Could the BP Oil Spill Spark A New Environmental Movement?
The BP Oil Spill: Is This Our Moment?
In the last few months, one fossil fuel-related tragedy after another has made headlines, up to and beyond the BP oil spill, which continues to spill hundreds of thousands to millions of gallons into the ocean per day, depending on whose estimates you believe. Remember the Massey mine explosion just a few weeks before the spill? That seemed pretty catastrophic at the time, and in the last month, while all eyes have been on the Gulf, several explosions and fires have claimed lives at power plants and natural gas drilling sites around the country. Just off the top of my head, here’s a list of the fossil-fuel related tragedies that have happened around the world, since April 1st:
Massey mine explosion in West Virginia
Natural gas pipeline explosion in Texas
Natural gas well explosion in the Marcellus Shale, Pennsylvania
Deadly fire at the Tesoro refinery in Washington
The latest of a series of oil spills in the Niger Delta, compliments of Exxon/Mobil
Deadly explosion at Middletown’s Kleen Energy Power Plant in Connecticut
I’m sure I’m missing some, so please post a comment here with any that should be added to the list. The point is not to wring our hands and show appropriate concern for these environmental disasters, but to look at them and realize we can and need to do something here. People have been talking about Peak Oil for a long time–the point at which the maximum rate of global petroleum extraction is reached, after which the rate of production enters terminal decline. Some think we’ll reach it in ten years, others say 30. Now people are saying we’ve already reached it, and in fact we probably reached it at the point when we thought, what the hell, let’s drill four miles deep.

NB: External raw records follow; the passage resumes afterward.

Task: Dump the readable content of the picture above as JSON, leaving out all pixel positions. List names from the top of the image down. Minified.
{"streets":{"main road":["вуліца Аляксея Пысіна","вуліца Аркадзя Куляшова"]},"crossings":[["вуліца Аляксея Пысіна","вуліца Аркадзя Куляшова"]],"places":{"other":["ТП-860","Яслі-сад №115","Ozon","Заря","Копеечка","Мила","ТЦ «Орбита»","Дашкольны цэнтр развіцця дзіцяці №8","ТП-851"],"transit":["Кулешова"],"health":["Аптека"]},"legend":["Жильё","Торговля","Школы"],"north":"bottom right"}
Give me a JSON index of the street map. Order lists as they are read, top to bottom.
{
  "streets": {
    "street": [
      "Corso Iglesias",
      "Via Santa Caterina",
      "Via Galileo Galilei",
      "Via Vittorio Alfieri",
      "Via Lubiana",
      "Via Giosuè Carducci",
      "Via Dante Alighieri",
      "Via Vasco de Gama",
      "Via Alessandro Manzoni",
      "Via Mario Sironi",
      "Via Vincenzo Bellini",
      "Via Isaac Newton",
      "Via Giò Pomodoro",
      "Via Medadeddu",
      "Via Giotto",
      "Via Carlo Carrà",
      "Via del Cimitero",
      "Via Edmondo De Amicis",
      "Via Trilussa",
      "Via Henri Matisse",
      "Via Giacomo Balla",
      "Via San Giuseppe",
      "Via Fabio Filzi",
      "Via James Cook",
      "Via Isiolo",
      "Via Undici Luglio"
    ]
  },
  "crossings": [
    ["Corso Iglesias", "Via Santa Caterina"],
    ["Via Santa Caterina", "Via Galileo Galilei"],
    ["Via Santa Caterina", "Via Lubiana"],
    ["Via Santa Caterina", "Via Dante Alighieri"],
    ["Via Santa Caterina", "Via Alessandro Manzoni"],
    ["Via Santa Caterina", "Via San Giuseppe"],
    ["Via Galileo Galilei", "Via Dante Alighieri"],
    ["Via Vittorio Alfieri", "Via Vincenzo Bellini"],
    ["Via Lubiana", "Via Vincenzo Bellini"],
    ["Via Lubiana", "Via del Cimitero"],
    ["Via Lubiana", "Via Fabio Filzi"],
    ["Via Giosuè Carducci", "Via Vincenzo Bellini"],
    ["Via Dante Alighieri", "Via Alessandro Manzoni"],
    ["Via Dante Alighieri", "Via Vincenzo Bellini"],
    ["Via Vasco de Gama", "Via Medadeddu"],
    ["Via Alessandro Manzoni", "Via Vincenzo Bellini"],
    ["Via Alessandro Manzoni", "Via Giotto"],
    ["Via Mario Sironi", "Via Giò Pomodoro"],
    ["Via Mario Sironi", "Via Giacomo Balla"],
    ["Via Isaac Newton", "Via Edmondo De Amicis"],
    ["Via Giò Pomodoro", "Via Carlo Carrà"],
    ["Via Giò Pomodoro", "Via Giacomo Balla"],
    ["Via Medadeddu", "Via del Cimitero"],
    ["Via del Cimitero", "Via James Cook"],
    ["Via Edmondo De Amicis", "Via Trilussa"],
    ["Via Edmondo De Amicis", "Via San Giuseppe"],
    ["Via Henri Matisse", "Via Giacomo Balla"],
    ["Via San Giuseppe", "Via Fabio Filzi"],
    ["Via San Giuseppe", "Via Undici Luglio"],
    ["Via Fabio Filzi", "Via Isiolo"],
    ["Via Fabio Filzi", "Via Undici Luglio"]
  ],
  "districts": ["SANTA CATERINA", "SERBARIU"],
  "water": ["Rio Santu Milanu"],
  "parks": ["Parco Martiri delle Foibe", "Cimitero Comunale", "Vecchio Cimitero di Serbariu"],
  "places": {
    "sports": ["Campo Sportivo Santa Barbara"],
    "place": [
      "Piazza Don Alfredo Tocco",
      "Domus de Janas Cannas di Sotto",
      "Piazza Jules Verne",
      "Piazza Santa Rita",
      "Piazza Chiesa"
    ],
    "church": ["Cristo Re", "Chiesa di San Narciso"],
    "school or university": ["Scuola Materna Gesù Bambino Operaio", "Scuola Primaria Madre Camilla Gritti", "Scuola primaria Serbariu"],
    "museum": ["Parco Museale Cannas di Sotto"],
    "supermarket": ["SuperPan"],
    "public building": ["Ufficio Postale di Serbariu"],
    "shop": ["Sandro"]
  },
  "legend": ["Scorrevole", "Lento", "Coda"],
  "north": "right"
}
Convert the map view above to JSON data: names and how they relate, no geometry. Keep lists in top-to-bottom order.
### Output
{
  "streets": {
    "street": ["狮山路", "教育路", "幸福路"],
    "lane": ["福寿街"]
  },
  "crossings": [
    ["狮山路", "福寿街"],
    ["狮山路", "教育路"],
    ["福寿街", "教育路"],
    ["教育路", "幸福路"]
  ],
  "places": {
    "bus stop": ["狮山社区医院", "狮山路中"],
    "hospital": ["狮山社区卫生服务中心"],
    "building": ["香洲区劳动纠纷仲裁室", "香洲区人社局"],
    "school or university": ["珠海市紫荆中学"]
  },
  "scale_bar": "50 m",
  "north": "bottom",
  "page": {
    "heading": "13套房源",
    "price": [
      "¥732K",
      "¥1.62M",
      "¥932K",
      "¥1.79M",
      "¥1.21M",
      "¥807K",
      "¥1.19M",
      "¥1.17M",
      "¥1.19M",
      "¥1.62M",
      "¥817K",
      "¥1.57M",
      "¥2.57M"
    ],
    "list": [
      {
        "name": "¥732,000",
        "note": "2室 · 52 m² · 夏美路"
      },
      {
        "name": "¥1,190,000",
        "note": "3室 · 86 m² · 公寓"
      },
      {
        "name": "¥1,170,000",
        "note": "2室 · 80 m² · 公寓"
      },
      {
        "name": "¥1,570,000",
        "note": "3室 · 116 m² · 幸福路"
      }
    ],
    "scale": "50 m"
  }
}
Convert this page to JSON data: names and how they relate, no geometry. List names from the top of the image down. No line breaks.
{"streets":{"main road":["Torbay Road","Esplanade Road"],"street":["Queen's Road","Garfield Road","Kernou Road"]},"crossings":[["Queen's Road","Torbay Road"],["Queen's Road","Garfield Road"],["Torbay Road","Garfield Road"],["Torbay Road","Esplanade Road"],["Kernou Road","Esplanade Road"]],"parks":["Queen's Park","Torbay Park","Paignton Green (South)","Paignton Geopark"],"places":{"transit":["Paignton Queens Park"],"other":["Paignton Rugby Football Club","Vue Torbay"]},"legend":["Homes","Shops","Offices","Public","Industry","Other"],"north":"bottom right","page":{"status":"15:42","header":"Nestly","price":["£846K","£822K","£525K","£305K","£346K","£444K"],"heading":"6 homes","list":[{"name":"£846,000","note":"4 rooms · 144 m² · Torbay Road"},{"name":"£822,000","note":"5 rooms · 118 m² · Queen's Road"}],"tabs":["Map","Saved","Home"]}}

But the solution is not government regulation or market restrictions: It is us. If our demand for fossil fuels goes down, we start to solve the problem. Granted, we could use some help from the government reigning in the corporations and providing incentives for renewable energy production in the meantime. And for all you libertarians and Republicans out there pooh-poohing the idea of tax credits and incentives for renewable energy, guess what other industry gets government subsidies? Yeah, the oil industry.
“If the most profitable industry in the world needs and gets government subsidies, then renewable energy producers should certainly be getting them,” Dan Kunz, CEO of U.S. Geothermal Inc. told me recently.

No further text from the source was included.